Goudeau worked on an early version of this book at a 2016 Collegeville workshop, and refined sections at the 2018 In the Thick of It: Explorations of Advanced Topics in Prose Writing workshop with Lauren F. Winner, where she and I were roommates. We rose early, often writing in silence for several hours before exchanging drafts and commenting on each other’s work. With the release of her book last week, I reached out to ask some questions about how it ultimately came together and what she hopes readers will take from this book. Our conversation has been edited for clarity and length.
You’ve been deeply involved with the refugee community in Austin, Texas, for quite some time now.

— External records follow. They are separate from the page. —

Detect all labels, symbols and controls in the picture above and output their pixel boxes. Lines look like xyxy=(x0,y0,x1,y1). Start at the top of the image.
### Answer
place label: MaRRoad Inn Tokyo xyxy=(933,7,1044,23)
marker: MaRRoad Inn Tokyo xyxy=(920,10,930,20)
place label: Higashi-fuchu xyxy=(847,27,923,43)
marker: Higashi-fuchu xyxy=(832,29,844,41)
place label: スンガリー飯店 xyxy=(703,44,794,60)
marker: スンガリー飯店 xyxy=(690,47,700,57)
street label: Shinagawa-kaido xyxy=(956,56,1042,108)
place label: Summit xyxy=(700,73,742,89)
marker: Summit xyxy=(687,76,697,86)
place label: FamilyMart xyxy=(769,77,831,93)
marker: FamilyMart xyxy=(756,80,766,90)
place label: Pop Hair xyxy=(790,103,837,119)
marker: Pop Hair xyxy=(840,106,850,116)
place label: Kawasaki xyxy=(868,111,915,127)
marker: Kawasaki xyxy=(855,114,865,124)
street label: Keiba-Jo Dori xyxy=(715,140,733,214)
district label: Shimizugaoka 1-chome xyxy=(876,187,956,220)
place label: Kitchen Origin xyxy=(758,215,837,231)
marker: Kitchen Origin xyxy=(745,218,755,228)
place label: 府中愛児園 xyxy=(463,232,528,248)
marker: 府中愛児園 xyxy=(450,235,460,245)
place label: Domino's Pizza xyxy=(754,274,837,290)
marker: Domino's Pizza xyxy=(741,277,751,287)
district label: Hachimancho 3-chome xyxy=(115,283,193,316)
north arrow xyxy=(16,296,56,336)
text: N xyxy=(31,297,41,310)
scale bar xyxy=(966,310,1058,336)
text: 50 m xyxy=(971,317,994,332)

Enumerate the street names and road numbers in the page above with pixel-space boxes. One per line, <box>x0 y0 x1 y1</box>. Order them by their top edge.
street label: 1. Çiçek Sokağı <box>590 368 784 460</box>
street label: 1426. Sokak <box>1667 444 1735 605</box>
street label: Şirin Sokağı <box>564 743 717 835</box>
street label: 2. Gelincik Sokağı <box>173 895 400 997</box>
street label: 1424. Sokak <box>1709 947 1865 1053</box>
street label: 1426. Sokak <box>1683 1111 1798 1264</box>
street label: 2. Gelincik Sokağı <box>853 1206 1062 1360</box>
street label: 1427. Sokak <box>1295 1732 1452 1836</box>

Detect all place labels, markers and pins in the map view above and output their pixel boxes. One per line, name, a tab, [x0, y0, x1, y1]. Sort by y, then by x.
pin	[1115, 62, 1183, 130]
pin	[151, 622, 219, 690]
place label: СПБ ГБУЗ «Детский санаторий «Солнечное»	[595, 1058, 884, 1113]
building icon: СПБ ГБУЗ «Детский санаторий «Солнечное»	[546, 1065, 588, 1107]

Tell me about how you chose which two women to profile for this book.
When I began writing this book, I wanted to lay down two different stories with two different refugee experiences. I began with Mu Naw (a pseudonym), my friend since 2007. She and I worked together on a nonprofit called Hill Tribers that provided supplemental income to refugee artisans. I had interviewed her a couple of times for the organization’s website and so I knew some things about her story as a Karen refugee from Myanmar. When all the anti-refugee rhetoric began, before the Trump administration came into office, Mu Naw and I had already begun talking about how frustrating it was that people didn’t really understand what it meant to be a refugee, and I asked her if she’d feel comfortable with me sharing her story for publication. When it came time to actually begin the interviews for this book, however, I soon discovered that what I thought had happened when she fled her home country and what had actually happened were two very different things. Unlike 13 years ago when we first met, Mu Naw speaks English fluently. Revisiting the early years of our friendship and her resettlement story during our interviews was really rewarding, as she filled in the details that I couldn’t understand at the time because we didn’t speak the same language.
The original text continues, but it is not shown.